EXERCISE AIM — Using the material that follows, work out how many lines include the word "function". Your answer should be that number only.

INFORMATION GIVEN below:

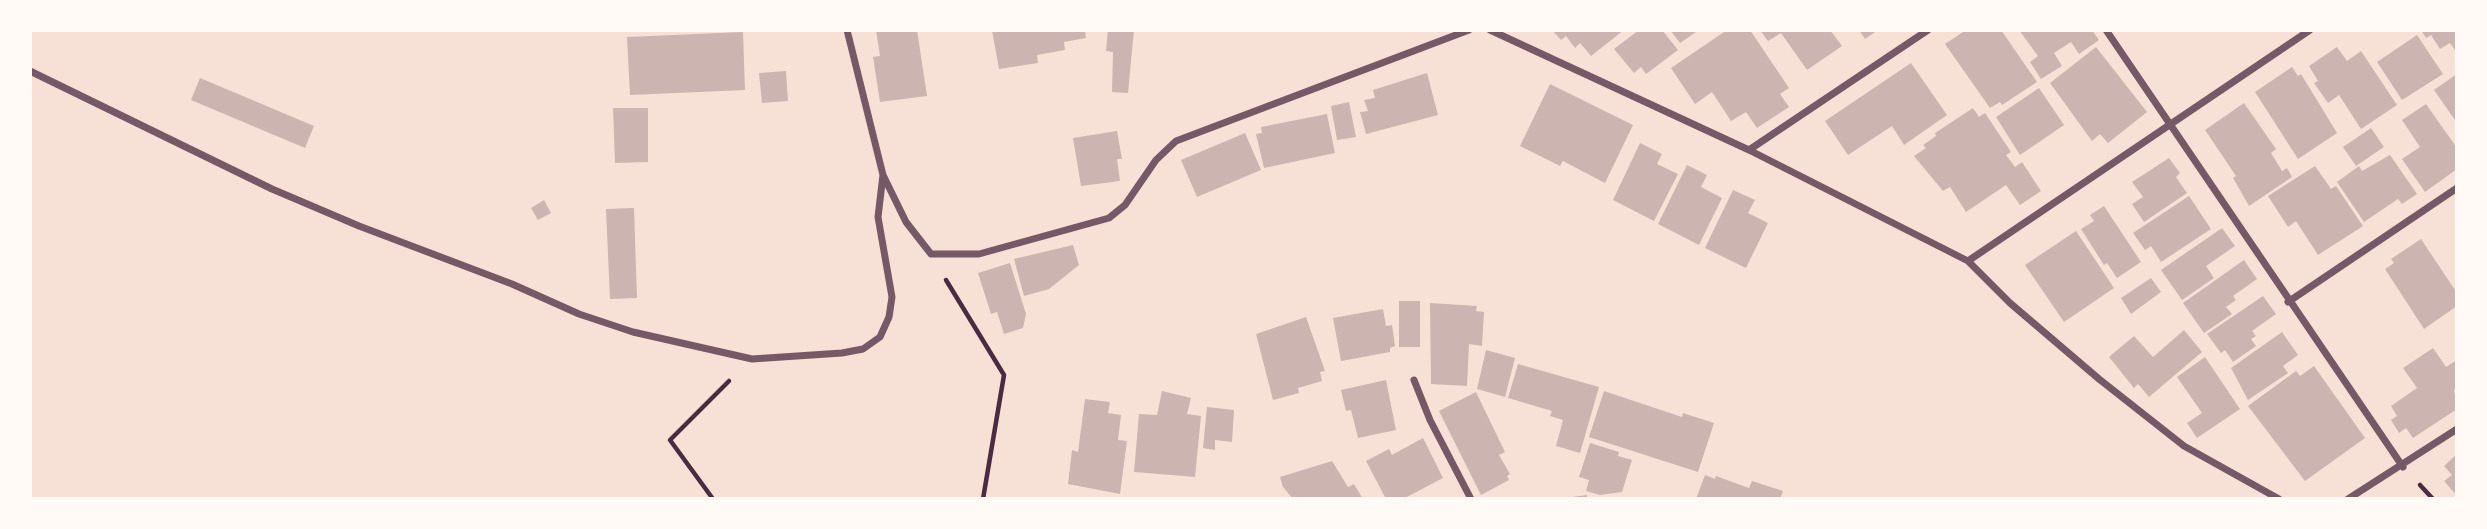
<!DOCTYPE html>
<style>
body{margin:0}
#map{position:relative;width:2487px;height:529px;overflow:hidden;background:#f7e1d7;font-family:Inter,sans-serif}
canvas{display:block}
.frame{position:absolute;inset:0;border:32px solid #fffaf5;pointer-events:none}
</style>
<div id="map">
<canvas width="2487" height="529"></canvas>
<div class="frame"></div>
</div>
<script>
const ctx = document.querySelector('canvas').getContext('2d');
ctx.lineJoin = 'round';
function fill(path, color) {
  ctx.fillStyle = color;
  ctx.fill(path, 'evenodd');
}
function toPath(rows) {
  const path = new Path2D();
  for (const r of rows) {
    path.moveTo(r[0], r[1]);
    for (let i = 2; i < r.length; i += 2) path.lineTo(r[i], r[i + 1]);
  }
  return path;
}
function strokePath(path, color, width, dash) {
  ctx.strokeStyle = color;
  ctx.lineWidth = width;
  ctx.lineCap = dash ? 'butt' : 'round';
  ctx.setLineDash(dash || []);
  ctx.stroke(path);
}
fill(toPath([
 [876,30,917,30,927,96,880,102,873,57,880,56],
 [992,30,1085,30,1086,38,1064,42,1065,50,1037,55,1038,63,999,69],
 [1108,30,1134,30,1128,93,1112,92,1113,52,1106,51],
 [1552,30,1624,30,1591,56,1580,43,1575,48,1566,36,1561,40],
 [1639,30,1662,30,1678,50,1646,74,1641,67,1634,73,1614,49],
 [1670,30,1699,30,1680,43],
 [1727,30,1750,30,1789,88,1780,94,1789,107,1757,128,1746,112,1731,121,1712,92,1695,104,1671,68],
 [1760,30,1830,30,1842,46,1807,70,1781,33,1768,41],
 [1859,30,1878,30,1865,39],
 [1966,30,2001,30,2037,82,2002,105,2000,102,1990,108,1945,44],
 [2019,30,2092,30,2099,40,2079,54,2071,42,2054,53,2062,66,2041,79,2030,62,2038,56],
 [2421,30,2457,30,2457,53,2450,43,2440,49,2431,35,2426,38],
 [743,32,745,90,630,95,627,37],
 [2417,35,2443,74,2402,100,2377,62],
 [2096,47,2147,112,2108,143,2100,134,2092,141,2050,83],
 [2337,47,2347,61,2361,51,2397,105,2361,129,2339,95,2328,103,2314,83,2318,81,2309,66],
 [1911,63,1947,115,1904,145,1892,126,1848,155,1825,121],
 [2292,67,2298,76,2301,74,2337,133,2298,159,2255,92],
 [786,71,788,101,762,103,759,73],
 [1427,73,1438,115,1366,134,1360,112,1368,111,1364,100,1375,98,1373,90],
 [2457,74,2457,123,2434,90],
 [200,78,314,126,305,148,191,100],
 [1550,84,1633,125,1605,183,1563,161,1560,166,1520,146],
 [2039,88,2064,125,2020,155,1996,117],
 [1349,102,1356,137,1337,140,1331,106],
 [2244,103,2276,149,2271,153,2282,171,2287,168,2292,177,2249,206,2233,178,2236,176,2205,130],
 [2426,104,2457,148,2457,169,2425,192,2402,159,2420,147,2402,120],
 [613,108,648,108,648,162,615,163],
 [1973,108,1979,117,1985,113,2011,152,2006,155,2015,167,2022,162,2041,191,2020,205,2006,185,1966,212,1950,187,1943,191,1914,156,1926,148,1923,145,1936,136,1935,133],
 [1327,114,1335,153,1264,168,1256,134,1262,133,1261,127],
 [2371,128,2384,147,2356,166,2343,147],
 [1117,131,1122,159,1117,159,1120,181,1081,186,1073,138],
 [1245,133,1261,170,1197,197,1181,160],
 [1640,143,1662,154,1657,164,1678,174,1654,221,1613,200],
 [2390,155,2417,194,2402,204,2398,199,2364,222,2337,182,2359,166,2362,171],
 [2169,158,2180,173,2176,177,2187,193,2144,222,2132,204,2143,197,2132,182],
 [1687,165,1707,175,1701,187,1722,198,1699,245,1658,224],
 [2315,166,2331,189,2336,186,2363,226,2318,255,2296,221,2288,227,2268,196],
 [1733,190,1755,200,1748,213,1768,223,1746,268,1705,248],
 [2189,196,2211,229,2161,262,2151,246,2145,250,2133,233],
 [544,200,551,213,538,220,531,208],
 [2104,206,2141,262,2117,278,2107,263,2104,265,2081,229,2094,221,2090,215],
 [634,208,637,298,610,299,606,209],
 [2222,228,2235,246,2206,266,2214,278,2182,300,2161,270],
 [2076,231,2114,288,2064,322,2025,265],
 [2421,239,2457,293,2457,306,2424,329,2385,269,2394,263,2391,259],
 [1073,245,1079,265,1049,289,1024,296,1014,259],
 [2244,260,2257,279,2233,296,2236,300,2226,307,2232,314,2204,333,2183,303],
 [1010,263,1026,314,1023,328,1004,334,997,312,991,314,978,273],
 [2151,278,2161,292,2131,314,2121,298],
 [2263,296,2276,314,2252,331,2256,336,2251,339,2256,346,2233,362,2225,350,2221,353,2207,334],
 [1399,301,1420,301,1420,347,1399,347],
 [1430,303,1477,306,1476,311,1484,312,1482,346,1469,344,1467,386,1431,384],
 [1383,309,1386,326,1392,325,1395,346,1390,348,1390,352,1341,361,1333,318],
 [1306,317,1325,371,1320,372,1322,381,1298,388,1299,393,1273,400,1256,334],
 [2184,330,2202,352,2149,397,2138,384,2134,388,2109,357,2134,336,2153,357],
 [2282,332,2298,355,2283,366,2288,373,2248,400,2231,368],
 [2433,348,2446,367,2457,360,2457,388,2454,390,2457,409,2413,438,2406,428,2399,433,2391,420,2397,416,2391,406,2417,388,2403,368],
 [1486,350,1515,358,1505,397,1477,389],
 [2205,357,2240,409,2197,438,2187,423,2202,413,2177,377],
 [1518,364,1599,387,1580,453,1556,446,1563,420,1550,416,1552,411,1508,398],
 [2314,366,2365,438,2305,481,2248,406,2296,371,2300,376],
 [1386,380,1396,430,1358,438,1351,410,1346,411,1341,390],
 [1162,391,1191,398,1187,414,1201,416,1195,477,1134,472,1139,414,1157,415],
 [1604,391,1682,417,1683,413,1714,423,1698,472,1589,437],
 [1476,392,1505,452,1499,455,1510,474,1507,476,1509,480,1481,495,1439,411],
 [1085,399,1110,402,1108,413,1121,415,1118,440,1127,441,1120,494,1068,484,1072,450,1078,452],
 [1207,407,1234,410,1232,442,1215,440,1215,450,1203,448],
 [1423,438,1443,478,1403,499,1386,499,1366,461,1389,449,1392,455],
 [1590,443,1619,452,1618,456,1632,460,1622,492,1600,495,1586,491,1589,480,1579,477],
 [2457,454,2457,496,2444,481,2452,475,2444,466],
 [1332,461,1348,487,1354,484,1363,499,1293,499,1283,487,1280,477],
 [1705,475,1715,479,1716,476,1749,488,1752,481,1783,491,1780,499,1696,499],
 [1587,495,1587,499,1566,499,1565,498]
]), '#ccb4b1');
strokePath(toPath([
 [946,280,1004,375,983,499],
 [2420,485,2433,499],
 [713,499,670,440,729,381]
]), '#4a2c40', 4.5);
strokePath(toPath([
 [847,30,883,175,906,222,931,254,979,254,1109,218,1125,205,1156,160,1176,141,1469,30],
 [1490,30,1749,150,1968,261,2010,303,2099,379,2184,446,2279,499],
 [2106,30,2403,467],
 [30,71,272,189,359,226,512,284,579,314,633,332,752,359,842,353,863,349,880,337,889,317,892,297,878,217,883,175],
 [1749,150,1928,30],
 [1968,261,2310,30],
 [2288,302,2457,188],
 [1414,380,1430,420,1471,499],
 [2348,499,2457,429]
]), '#755966', 7);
</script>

End of INFORMATION GIVEN.

OUTPUT FOR THIS TASK — 3